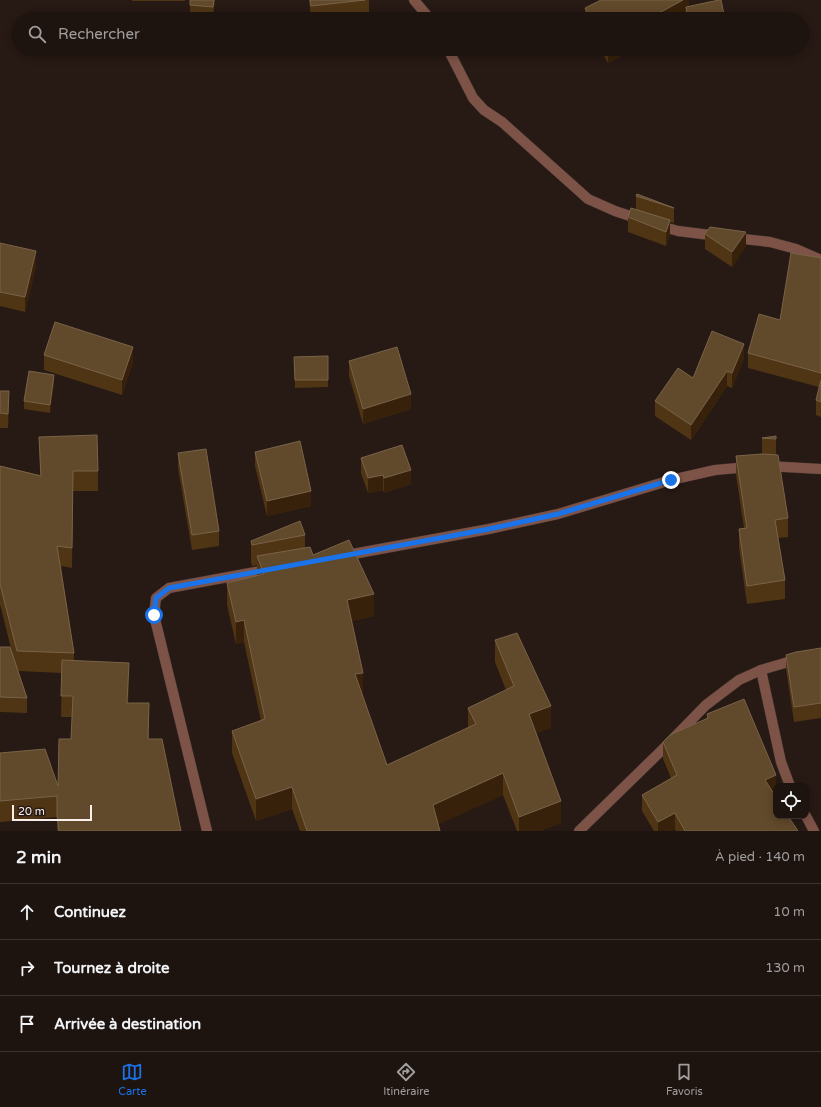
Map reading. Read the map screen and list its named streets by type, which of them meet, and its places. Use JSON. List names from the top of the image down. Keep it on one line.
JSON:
{"scale_bar":"20 m","page":{"search":"Rechercher","scale":"20 m","heading":["2 min","À pied · 140 m"],"list":[["Continuez","10 m"],["Tournez à droite","130 m"],"Arrivée à destination"],"nav":["Carte","Itinéraire","Favoris"]}}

++++++++++

What the exercise asks:
Line for line, retype the material exactly, omitting any pictures.

Written reply:
Map reading. Read the map screen and list its named streets by type, which of them meet, and its places. Use JSON. List names from the top of the image down. Keep it on one line.
JSON:
{"scale_bar":"20 m","page":{"search":"Rechercher","scale":"20 m","heading":["2 min","À pied · 140 m"],"list":[["Continuez","10 m"],["Tournez à droite","130 m"],"Arrivée à destination"],"nav":["Carte","Itinéraire","Favoris"]}}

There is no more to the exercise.